I am not sure if anyone can disagree with the title. We all have more things we want to do or places we want to visit. My theory is that knowledge is like the expanding universe and therefore infinite. We can never have enough life.
The more I learn and experience the more opportunities seem to open up. Now I admit I am unlikely to move sufficiently quickly or be skilful enough to command £3,000,000 per week with Real Madrid but I do not feel my world is limited. It just points me in more appropriate directions. With age comes different skills and more acceptance of the world. Not a benign acceptance but a realism that others think differently, every action causes a reaction and no one knows all the answers.
I have no idea how to solve Syria but I can’t think anyone should stand by and watch innocents killed. But should we worry about it? What can we do? Learn.

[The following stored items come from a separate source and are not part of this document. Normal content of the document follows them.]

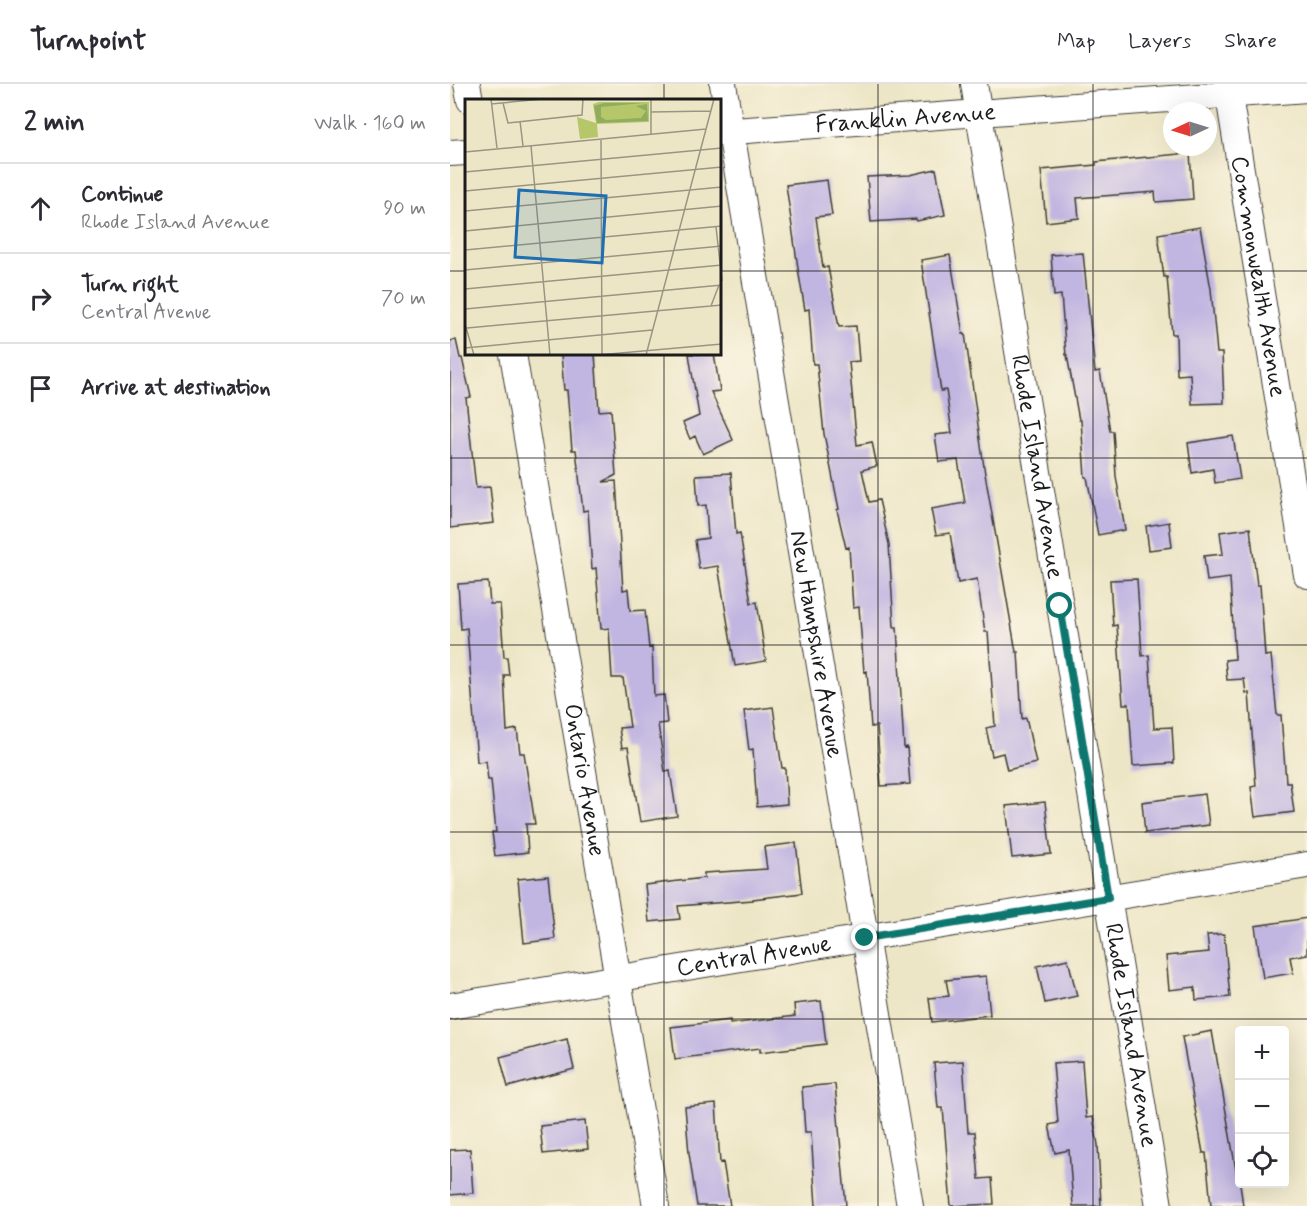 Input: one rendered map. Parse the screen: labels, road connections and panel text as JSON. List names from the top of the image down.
{
  "streets": {
    "street": [
      "Franklin Avenue",
      "Commonwealth Avenue",
      "Rhode Island Avenue",
      "New Hampshire Avenue",
      "Ontario Avenue",
      "Central Avenue"
    ]
  },
  "crossings": [
    ["Franklin Avenue", "Commonwealth Avenue"],
    ["Franklin Avenue", "Rhode Island Avenue"],
    ["Franklin Avenue", "New Hampshire Avenue"],
    ["Rhode Island Avenue", "Central Avenue"],
    ["New Hampshire Avenue", "Central Avenue"],
    ["Ontario Avenue", "Central Avenue"]
  ],
  "north": "left",
  "page": {
    "header": "Turnpoint",
    "nav": ["Map", "Layers", "Share"],
    "heading": ["2 min", "Walk · 160 m"],
    "list": [
      ["Continue", "Rhode Island Avenue", "90 m"],
      ["Turn right", "Central Avenue", "70 m"],
      "Arrive at destination"
    ],
    "map_buttons": ["+", "−"]
  }
}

An old mentor of mine used to say “We are like sponges - we can only give up what we take in”. I now feel this stronger than ever. My life’s mission is to keep learning keep exposing myself to new people, new cultures and new ideas. Without new experience we gather no knowledge nor bring fresh ideas to others.
In the last year I admit to not spending enough time on this blog, our website and our Facebook page. I have not been sharing all that is happening to our business and our new products but most importantly I have not been sharing the last madcap 12 months of our life in Herefordshire.
Now why would anyone want to know about that?, I ask myself. Well the answer is quite easy, our lives are our business and by sharing things maybe one person may think a little differently.
We went headlong into hobby farming just like Kate Humble (well documented in her recent book Humble by Nature - see www.humblebynature.com). We made terrible and costly mistakes but have had a brilliant twelve months erecting 3,000 metres of stock fencing, 14 new farm gates and posts, 5 stock pens; built 2 field shelters, one pig ark, lambing pens and a goose hut and refurbished a barn. The house is still derelict but my plan is now a ten year one not the 24 months I initially envisaged.
Why is life good? Because we have new Dexter calves born on the farm, two Tamworth weaners growing fast, the best year ever for Moor Hens on our ponds and more Swallows that ever about to make the long flight back to Africa. I stood in the garden and was twice almost knocked over as a Sparrow Hawk twisted and turned after a small bird inches from my head. Nature at its best and its cruellest. Yesterday two fighting Robins came squabbling in our back door and flew into the living room. At this point their attention changed to us and the confines and in blind panic they flew round and round bashing into glass and defecating over everything before we could open all the windows.
This is what is so marvellous about life - there is no set pattern, anything can happen and probably will if you put yourself in the flow. How we live our lives is our decision we cannot blame anyone else. What happens to us when we start to paddle in the river is another thing. We can go upstream or down stream, not travel very far or weave from bank to bank and leave home far behind.
One thing is certain and that is even a rich footballer can’t be as happy as I am on a summer evening with a cold beer to hand, sitting on a bench talking to our pigs. I have so much I want to say to them that it would take a lifetime.